Go through the entries below and pick out every line with "courier".

======== INPUT DATA ========

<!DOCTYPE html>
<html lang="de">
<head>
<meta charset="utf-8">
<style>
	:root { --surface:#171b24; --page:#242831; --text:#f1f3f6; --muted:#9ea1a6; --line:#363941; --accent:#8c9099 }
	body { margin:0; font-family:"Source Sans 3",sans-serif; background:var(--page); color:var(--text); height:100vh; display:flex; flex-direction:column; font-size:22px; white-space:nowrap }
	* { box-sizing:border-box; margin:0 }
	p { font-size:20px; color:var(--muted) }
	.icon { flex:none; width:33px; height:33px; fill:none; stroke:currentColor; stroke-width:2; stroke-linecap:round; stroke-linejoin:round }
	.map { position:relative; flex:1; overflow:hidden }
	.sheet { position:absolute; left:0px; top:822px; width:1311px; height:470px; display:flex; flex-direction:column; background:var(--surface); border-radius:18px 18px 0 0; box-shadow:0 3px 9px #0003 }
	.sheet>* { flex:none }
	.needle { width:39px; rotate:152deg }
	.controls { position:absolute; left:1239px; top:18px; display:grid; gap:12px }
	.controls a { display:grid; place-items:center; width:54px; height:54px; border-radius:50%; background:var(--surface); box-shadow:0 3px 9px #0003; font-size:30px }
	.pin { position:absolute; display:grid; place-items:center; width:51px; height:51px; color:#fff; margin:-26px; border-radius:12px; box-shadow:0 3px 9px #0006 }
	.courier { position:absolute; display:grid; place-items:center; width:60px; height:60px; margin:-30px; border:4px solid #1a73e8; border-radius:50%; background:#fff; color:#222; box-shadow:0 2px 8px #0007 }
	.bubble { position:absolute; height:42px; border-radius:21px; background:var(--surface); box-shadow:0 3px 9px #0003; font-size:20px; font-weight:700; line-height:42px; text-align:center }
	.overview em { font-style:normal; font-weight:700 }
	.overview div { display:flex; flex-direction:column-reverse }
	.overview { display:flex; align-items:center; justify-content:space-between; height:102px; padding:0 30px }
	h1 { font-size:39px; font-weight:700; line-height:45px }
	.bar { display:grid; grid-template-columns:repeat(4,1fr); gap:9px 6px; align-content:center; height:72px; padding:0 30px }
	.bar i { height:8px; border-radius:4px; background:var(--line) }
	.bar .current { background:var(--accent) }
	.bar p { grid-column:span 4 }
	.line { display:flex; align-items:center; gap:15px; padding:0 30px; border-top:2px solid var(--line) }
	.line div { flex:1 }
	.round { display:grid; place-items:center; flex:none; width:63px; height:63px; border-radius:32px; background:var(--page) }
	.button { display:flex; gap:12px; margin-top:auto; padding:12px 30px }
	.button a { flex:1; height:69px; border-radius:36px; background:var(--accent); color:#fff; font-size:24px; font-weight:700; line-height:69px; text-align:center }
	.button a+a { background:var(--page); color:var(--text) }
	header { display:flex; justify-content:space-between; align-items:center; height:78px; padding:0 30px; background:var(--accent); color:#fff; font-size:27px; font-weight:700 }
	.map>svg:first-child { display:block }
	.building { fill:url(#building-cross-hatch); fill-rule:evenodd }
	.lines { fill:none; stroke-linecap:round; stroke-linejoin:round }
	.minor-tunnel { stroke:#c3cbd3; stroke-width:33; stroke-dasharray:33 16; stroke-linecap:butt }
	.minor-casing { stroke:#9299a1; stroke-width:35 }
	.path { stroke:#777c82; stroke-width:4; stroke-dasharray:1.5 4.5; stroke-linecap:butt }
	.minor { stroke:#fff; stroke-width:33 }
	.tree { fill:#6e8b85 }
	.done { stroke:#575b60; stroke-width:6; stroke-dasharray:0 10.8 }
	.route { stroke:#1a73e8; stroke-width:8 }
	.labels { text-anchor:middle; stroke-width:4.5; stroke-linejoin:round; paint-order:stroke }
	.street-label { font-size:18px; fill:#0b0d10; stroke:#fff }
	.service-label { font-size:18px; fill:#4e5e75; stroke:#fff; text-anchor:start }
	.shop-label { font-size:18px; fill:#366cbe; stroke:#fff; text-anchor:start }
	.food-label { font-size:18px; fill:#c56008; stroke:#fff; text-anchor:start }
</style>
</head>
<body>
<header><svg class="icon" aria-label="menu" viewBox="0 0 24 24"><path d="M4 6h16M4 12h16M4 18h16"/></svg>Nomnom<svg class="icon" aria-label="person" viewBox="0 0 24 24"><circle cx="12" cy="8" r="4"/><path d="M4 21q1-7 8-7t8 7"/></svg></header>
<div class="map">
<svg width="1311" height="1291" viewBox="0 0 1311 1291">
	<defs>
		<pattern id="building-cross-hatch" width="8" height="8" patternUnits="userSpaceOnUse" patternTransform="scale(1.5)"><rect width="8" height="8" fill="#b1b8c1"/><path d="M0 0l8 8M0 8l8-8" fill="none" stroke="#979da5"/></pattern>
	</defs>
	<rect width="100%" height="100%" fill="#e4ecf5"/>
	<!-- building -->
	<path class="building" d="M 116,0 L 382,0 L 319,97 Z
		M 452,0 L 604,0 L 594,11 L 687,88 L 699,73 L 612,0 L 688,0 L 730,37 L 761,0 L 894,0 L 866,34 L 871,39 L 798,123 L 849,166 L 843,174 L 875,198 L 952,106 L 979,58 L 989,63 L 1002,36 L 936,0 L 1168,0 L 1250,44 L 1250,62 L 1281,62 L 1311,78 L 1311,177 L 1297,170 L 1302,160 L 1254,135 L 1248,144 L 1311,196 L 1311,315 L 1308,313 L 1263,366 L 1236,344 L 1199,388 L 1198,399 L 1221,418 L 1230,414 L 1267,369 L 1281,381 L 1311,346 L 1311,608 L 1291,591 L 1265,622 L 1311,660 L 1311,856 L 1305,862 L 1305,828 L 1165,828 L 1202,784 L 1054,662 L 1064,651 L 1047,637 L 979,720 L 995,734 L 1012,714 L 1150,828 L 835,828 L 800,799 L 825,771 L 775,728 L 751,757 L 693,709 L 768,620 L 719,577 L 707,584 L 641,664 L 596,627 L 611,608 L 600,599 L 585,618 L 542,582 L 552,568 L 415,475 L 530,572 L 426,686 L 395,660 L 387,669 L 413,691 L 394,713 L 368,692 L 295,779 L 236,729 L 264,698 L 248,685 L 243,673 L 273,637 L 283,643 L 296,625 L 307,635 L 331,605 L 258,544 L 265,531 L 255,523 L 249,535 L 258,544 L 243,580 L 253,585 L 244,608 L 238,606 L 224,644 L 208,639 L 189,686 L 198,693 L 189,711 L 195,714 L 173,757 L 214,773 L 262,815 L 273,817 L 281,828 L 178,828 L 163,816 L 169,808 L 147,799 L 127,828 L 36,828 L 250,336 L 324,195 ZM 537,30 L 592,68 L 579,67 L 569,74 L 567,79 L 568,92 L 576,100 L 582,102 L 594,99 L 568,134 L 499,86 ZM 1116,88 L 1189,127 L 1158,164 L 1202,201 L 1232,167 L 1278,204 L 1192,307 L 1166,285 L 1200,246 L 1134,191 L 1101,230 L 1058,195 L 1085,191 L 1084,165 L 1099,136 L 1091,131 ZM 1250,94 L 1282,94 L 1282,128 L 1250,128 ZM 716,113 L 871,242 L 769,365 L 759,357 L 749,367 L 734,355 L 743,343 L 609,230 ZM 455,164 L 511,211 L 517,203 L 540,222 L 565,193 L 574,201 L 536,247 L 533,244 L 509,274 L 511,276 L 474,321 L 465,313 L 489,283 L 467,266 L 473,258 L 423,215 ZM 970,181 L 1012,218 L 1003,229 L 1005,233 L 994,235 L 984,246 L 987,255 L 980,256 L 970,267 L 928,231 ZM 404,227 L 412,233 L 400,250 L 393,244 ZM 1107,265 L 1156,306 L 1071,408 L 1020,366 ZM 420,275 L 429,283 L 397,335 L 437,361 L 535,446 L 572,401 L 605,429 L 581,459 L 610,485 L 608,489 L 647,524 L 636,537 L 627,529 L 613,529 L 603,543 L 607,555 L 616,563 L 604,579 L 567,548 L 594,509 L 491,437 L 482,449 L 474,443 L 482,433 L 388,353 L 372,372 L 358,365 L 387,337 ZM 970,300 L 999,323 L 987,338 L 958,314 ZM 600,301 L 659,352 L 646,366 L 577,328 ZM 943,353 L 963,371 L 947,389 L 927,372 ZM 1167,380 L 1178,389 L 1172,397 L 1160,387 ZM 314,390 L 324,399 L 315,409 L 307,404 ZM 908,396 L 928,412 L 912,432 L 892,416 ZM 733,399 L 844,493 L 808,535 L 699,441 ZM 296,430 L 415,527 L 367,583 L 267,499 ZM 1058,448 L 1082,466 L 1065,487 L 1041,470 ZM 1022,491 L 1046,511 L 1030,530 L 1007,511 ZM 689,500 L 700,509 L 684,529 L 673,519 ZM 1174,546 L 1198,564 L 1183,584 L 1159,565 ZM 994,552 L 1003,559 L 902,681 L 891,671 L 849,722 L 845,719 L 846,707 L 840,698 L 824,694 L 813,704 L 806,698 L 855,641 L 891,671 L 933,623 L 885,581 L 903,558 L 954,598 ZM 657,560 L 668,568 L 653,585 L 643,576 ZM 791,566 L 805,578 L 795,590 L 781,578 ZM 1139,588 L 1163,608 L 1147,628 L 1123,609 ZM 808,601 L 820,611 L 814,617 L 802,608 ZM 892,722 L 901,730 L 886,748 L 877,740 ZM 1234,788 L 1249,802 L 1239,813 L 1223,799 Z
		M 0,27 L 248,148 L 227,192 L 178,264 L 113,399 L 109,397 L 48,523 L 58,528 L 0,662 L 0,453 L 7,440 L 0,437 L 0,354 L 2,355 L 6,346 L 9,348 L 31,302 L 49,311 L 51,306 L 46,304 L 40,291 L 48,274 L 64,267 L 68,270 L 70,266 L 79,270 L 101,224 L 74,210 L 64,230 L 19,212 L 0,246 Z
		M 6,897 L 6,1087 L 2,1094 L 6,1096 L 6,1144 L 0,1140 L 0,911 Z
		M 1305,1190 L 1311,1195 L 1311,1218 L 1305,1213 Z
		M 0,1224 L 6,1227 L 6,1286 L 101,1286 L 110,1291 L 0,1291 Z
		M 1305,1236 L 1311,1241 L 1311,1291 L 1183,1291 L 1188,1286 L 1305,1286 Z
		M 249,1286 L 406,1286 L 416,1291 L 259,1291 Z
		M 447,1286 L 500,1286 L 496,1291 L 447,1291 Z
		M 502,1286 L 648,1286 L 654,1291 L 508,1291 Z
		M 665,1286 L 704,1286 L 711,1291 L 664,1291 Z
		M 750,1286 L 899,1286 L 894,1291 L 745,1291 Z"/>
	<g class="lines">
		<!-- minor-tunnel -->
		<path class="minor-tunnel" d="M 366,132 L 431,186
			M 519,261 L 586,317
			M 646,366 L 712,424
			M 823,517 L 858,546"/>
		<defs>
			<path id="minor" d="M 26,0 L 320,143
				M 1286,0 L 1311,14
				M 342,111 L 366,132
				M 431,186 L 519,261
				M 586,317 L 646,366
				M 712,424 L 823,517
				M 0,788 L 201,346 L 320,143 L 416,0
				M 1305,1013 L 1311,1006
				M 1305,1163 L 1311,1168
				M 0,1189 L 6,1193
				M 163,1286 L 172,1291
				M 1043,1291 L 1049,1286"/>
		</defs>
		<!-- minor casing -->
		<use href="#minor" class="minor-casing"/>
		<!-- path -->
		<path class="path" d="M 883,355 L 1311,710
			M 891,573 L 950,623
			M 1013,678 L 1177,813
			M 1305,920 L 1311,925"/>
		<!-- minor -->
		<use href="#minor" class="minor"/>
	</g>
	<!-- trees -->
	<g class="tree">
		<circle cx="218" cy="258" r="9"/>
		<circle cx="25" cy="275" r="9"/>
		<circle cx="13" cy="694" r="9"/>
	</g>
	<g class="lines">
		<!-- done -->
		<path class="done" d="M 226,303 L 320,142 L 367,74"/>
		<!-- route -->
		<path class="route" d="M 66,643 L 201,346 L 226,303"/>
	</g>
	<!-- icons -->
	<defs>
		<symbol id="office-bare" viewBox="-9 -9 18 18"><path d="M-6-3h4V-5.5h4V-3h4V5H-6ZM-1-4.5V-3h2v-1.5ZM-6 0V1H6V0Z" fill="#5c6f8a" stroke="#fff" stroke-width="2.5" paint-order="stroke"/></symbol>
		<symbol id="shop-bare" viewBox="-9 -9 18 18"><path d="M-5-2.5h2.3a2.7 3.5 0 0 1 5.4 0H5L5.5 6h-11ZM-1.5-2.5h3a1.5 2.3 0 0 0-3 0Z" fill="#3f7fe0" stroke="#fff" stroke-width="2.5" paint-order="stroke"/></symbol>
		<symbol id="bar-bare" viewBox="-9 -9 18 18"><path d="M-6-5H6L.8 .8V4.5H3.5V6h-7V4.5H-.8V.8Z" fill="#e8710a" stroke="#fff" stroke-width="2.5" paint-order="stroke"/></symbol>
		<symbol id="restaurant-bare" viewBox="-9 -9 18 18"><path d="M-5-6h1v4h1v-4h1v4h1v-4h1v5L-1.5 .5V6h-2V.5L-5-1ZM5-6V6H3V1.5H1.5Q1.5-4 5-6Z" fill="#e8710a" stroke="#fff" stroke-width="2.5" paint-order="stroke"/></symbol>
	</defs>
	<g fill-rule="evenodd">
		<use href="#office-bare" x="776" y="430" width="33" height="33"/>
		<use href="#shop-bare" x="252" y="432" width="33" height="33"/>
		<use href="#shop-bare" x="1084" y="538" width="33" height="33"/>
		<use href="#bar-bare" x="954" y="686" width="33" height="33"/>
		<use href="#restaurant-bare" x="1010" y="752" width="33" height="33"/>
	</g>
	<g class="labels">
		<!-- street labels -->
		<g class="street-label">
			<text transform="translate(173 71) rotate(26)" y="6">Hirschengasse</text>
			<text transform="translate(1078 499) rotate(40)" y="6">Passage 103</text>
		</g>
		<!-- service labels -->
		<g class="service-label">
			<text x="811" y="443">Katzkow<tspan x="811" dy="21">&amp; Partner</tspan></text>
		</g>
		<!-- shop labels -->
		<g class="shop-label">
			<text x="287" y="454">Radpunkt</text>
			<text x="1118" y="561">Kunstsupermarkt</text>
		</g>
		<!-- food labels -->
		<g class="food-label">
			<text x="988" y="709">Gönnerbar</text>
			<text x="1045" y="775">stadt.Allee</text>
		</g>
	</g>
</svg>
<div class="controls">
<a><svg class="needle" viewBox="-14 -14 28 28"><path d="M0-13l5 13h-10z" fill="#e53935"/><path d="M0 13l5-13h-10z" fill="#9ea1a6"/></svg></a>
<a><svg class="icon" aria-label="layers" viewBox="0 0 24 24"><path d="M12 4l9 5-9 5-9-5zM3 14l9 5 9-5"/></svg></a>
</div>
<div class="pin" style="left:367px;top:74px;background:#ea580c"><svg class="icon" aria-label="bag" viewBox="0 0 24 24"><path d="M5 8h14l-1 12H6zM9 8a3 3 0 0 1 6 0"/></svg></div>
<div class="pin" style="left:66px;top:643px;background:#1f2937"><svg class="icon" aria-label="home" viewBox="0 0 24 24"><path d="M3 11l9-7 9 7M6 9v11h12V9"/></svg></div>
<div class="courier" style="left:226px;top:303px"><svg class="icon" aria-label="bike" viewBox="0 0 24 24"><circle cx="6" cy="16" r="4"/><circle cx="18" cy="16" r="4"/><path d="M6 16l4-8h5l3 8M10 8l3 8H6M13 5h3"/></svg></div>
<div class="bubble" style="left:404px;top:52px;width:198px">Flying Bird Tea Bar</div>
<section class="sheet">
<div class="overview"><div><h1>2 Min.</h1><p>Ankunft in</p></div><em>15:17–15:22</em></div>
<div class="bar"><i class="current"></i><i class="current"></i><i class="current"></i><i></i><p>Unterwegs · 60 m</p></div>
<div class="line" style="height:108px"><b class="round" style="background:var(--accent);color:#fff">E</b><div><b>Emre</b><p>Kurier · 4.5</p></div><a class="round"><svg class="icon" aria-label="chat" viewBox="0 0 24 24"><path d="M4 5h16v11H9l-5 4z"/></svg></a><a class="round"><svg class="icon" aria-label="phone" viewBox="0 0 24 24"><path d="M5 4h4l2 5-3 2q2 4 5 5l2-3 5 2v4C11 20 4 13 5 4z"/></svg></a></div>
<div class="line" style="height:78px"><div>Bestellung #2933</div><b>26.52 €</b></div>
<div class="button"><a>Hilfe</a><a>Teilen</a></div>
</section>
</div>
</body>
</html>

========

■ **TASK ANSWER**:
	.courier { position:absolute; display:grid; place-items:center; width:60px; height:60px; margin:-30px; border:4px solid #1a73e8; border-radius:50%; background:#fff; color:#222; box-shadow:0 2px 8px #0007 }
<div class="courier" style="left:226px;top:303px"><svg class="icon" aria-label="bike" viewBox="0 0 24 24"><circle cx="6" cy="16" r="4"/><circle cx="18" cy="16" r="4"/><path d="M6 16l4-8h5l3 8M10 8l3 8H6M13 5h3"/></svg></div>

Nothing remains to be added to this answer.